As you probably know, studies now show that social media makes people measurably less happy. This is true across cultures, ages and national boundaries. Since the advent of the smartphone, rates of teen depression and suicide have surged. Despite its hyperbolic title, last month’s feature in The Atlantic “Have Smartphones Destroyed a Generation?” was a carefully researched appraisal of the overwhelming evidence that social media are destructive to mental health. You should read it. With a stiff drink in your hand.

People often celebrate the human imagination as if it’s purely a blessing, but the imagination is also the source of our nightmares. Facebook usually stimulates the worst of it. Envy, for example. Also blind political rage. Feelings that thrive in a space of active, but emotionally stunted, imagination. These emotions are all isolating, which helps explain the seemingly counterintuitive fact that researchers find that people become lonelier when they’re connected to their community constantly through social media.

The kindest imaginative power is empathy, but it’s a strenuous emotion that requires work—and Facebook’s limited, isolating emotional palette, with its endless scroll of personal updates and opinions, is not well suited to it.

But fiction is.

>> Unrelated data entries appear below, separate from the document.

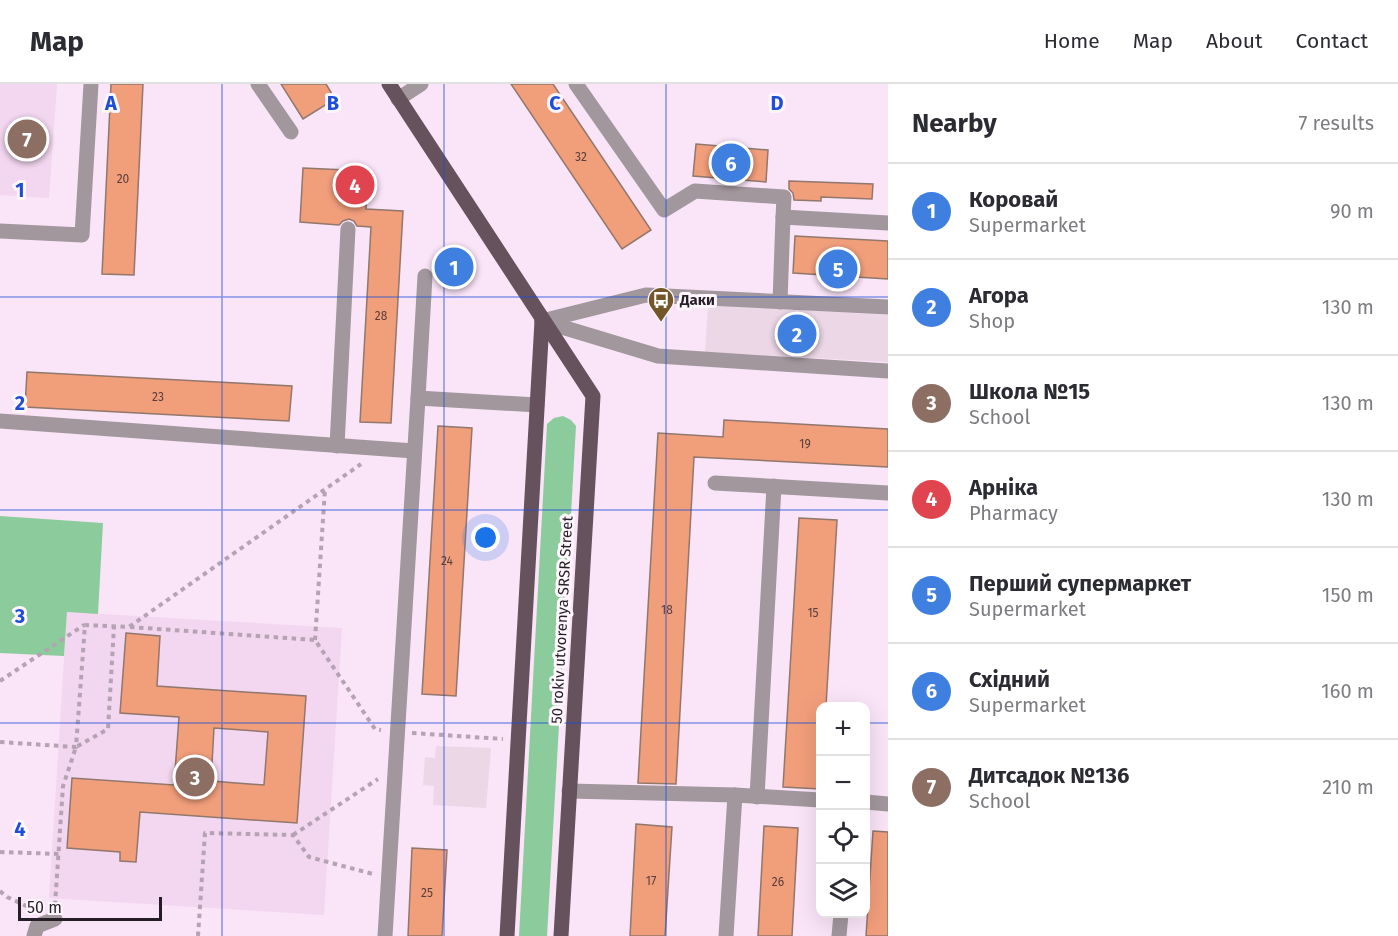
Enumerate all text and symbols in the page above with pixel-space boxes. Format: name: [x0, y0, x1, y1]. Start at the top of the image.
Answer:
text: Map: [30, 25, 84, 58]
text: Home: [1044, 28, 1100, 54]
text: Map: [1133, 28, 1173, 54]
text: About: [1206, 28, 1263, 54]
text: Contact: [1296, 28, 1368, 54]
text: A: [104, 91, 118, 115]
text: B: [327, 91, 339, 115]
text: C: [549, 91, 561, 115]
text: D: [770, 91, 784, 115]
text: Nearby: [912, 108, 997, 139]
text: 7 results: [1298, 111, 1374, 135]
pin: 7: [8, 116, 46, 162]
pin: 6: [712, 140, 750, 185]
house number: 32: [575, 150, 587, 164]
pin: 4: [336, 162, 374, 208]
house number: 20: [117, 172, 130, 186]
text: 1: [15, 178, 25, 202]
text: Коровай: [969, 186, 1058, 213]
text: 1: [927, 199, 936, 223]
text: 90 m: [1330, 199, 1374, 223]
text: Supermarket: [969, 213, 1086, 237]
pin: 1: [434, 244, 474, 290]
pin: 5: [818, 246, 858, 291]
text: Агора: [969, 282, 1029, 309]
bus stop icon: Даки: [646, 285, 676, 323]
place label: Даки: [679, 291, 715, 309]
text: 2: [926, 295, 937, 319]
text: 130 m: [1322, 295, 1374, 319]
house number: 28: [375, 309, 388, 323]
text: Shop: [969, 309, 1015, 333]
pin: 2: [778, 312, 816, 356]
text: Школа №15: [969, 378, 1090, 405]
house number: 23: [152, 390, 164, 404]
text: 2: [15, 391, 25, 415]
text: 3: [926, 391, 937, 415]
text: 130 m: [1322, 391, 1374, 415]
text: School: [969, 405, 1030, 429]
house number: 19: [799, 437, 811, 451]
text: Арніка: [969, 474, 1038, 501]
text: 4: [926, 487, 937, 511]
text: 130 m: [1322, 487, 1374, 511]
text: Pharmacy: [969, 501, 1058, 525]
street label: 50 rokiv utvorenya SRSR Street: [548, 515, 576, 724]
your location: [471, 523, 500, 552]
house number: 24: [441, 554, 454, 568]
text: Перший супермаркет: [969, 570, 1191, 597]
text: 5: [926, 583, 937, 607]
text: 150 m: [1322, 583, 1374, 607]
text: Supermarket: [969, 597, 1086, 621]
house number: 18: [661, 603, 673, 617]
text: 3: [14, 604, 25, 628]
house number: 15: [807, 606, 819, 620]
text: Східний: [969, 666, 1050, 693]
text: 6: [926, 679, 937, 703]
text: 160 m: [1321, 679, 1374, 703]
text: Supermarket: [969, 693, 1086, 717]
map controls: [816, 702, 870, 918]
button: +: [816, 702, 870, 756]
pin: 3: [176, 754, 214, 800]
button: −: [816, 756, 870, 810]
text: Дитсадок №136: [969, 762, 1129, 789]
text: 7: [927, 775, 936, 799]
text: 210 m: [1322, 775, 1374, 799]
text: School: [969, 789, 1030, 813]
button: locate: [816, 810, 870, 864]
text: 4: [14, 817, 26, 841]
button: layers: [816, 864, 870, 918]
house number: 17: [646, 874, 656, 888]
house number: 26: [772, 875, 784, 889]
house number: 25: [421, 886, 433, 900]
scale bar: [18, 894, 162, 922]
text: 50 m: [27, 898, 62, 917]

Studies also show that reading and writing fiction—particularly nuanced and artful fiction—increases empathy. Readers actually demonstrate a temporary improved ability to imagine what’s happening in other people’s minds. The effect is even more pronounced for authors, since they have to do the initial heavy imagining before the story finds completion in the mind of a reader.

Last year, in an op-ed for The New York Times, novelist Kaitlyn Greenidge described how she struggled to write a covertly racist character in a way that felt convincing. She finally realized, with dread—Kaitlyn herself is Black—that she would have to “love this monster into existence.”

That’s the thing about writing fiction, as opposed to, say, writing a Facebook post: If you’re going to do a decent job of it you have to figure out how to truly empathize with your characters, even the monsters. Nabokov had to really commit to capturing the humanity of a pedophile and murderer to write Lolita, and the book is so breathtaking because of how well he succeeded. The trick of that book—as hundreds of critics have noted—is that it makes the reader root for Humbert until the end, when it flips a mirror up on you, and you see yourself there on the wrong side of the thing.

As an author you can’t fake the empathy. The novelist Sunil Yapa—who coincidentally was a classmate of Greenidge’s—has spoken often about the role of empathy in writing Your Heart is a Muscle the Size of a Fist, which takes place entirely on the day of the 1999 WTO protests in Seattle. His book is told from seven rotating perspectives. Some are protestors of different stripes, but there’s also a beat cop, and the chief of police, and a Sri Lankan delegate to the WTO. For the book to work, they all had to be treated with the same degree of humanity. Readers can easily tell when an author is only generous to the characters the author would like in real life, and it feels like a failure of imagination.

If Nabokov had been subtly winking at the reader with the covert message of Wow this Humbert guy is a real monster, isn’t he? it would have signaled that what Nabokov really wanted was moral cover for himself. Making himself look good would have been his priority, instead of capturing the actual complexity of his monstrous protagonist.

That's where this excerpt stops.